**To do**: Type out the listing below exactly. Pictures stay out of it.
Dataset excerpt Block Start
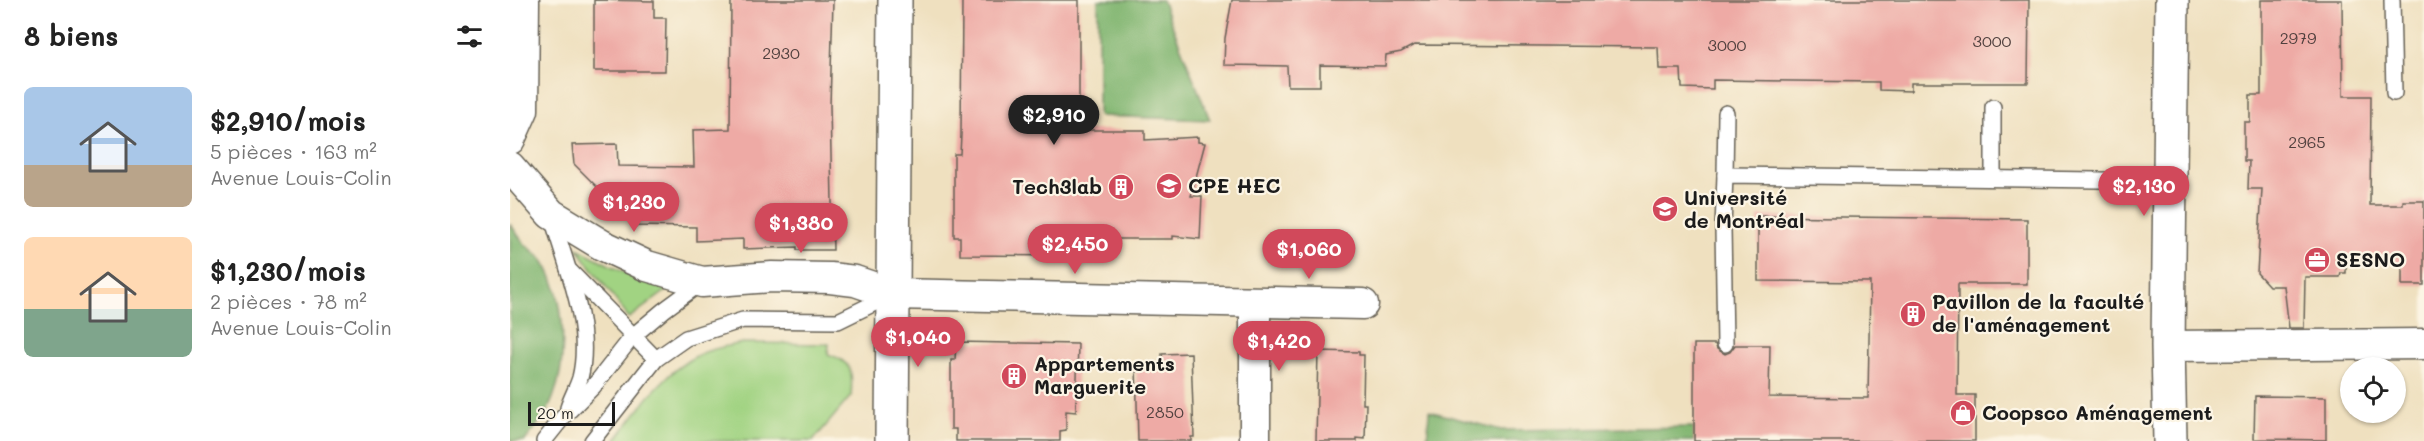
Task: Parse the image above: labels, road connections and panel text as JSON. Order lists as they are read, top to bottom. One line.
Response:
{"places":{"school or university":["CPE HEC","Université de Montréal"],"building":["Tech3lab","Pavillon de la faculté de l'aménagement","Appartements Marguerite"],"office":["SESNO"],"shop":["Coopsco Aménagement"]},"house_numbers":["2979","3000","3000","2930","2965","2850"],"scale_bar":"20 m","page":{"heading":"8 biens","list":[{"name":"$2,910/mois","note":"5 pièces · 163 m² · Avenue Louis-Colin"},{"name":"$1,230/mois","note":"2 pièces · 78 m² · Avenue Louis-Colin"}],"price":["$2,910","$2,130","$1,230","$1,380","$2,450","$1,060","$1,040","$1,420"],"scale":"20 m"}}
Dataset excerpt Block End
**Exercise solution**:
Task: Parse the image above: labels, road connections and panel text as JSON. Order lists as they are read, top to bottom. One line.
Response:
{"places":{"school or university":["CPE HEC","Université de Montréal"],"building":["Tech3lab","Pavillon de la faculté de l'aménagement","Appartements Marguerite"],"office":["SESNO"],"shop":["Coopsco Aménagement"]},"house_numbers":["2979","3000","3000","2930","2965","2850"],"scale_bar":"20 m","page":{"heading":"8 biens","list":[{"name":"$2,910/mois","note":"5 pièces · 163 m² · Avenue Louis-Colin"},{"name":"$1,230/mois","note":"2 pièces · 78 m² · Avenue Louis-Colin"}],"price":["$2,910","$2,130","$1,230","$1,380","$2,450","$1,060","$1,040","$1,420"],"scale":"20 m"}}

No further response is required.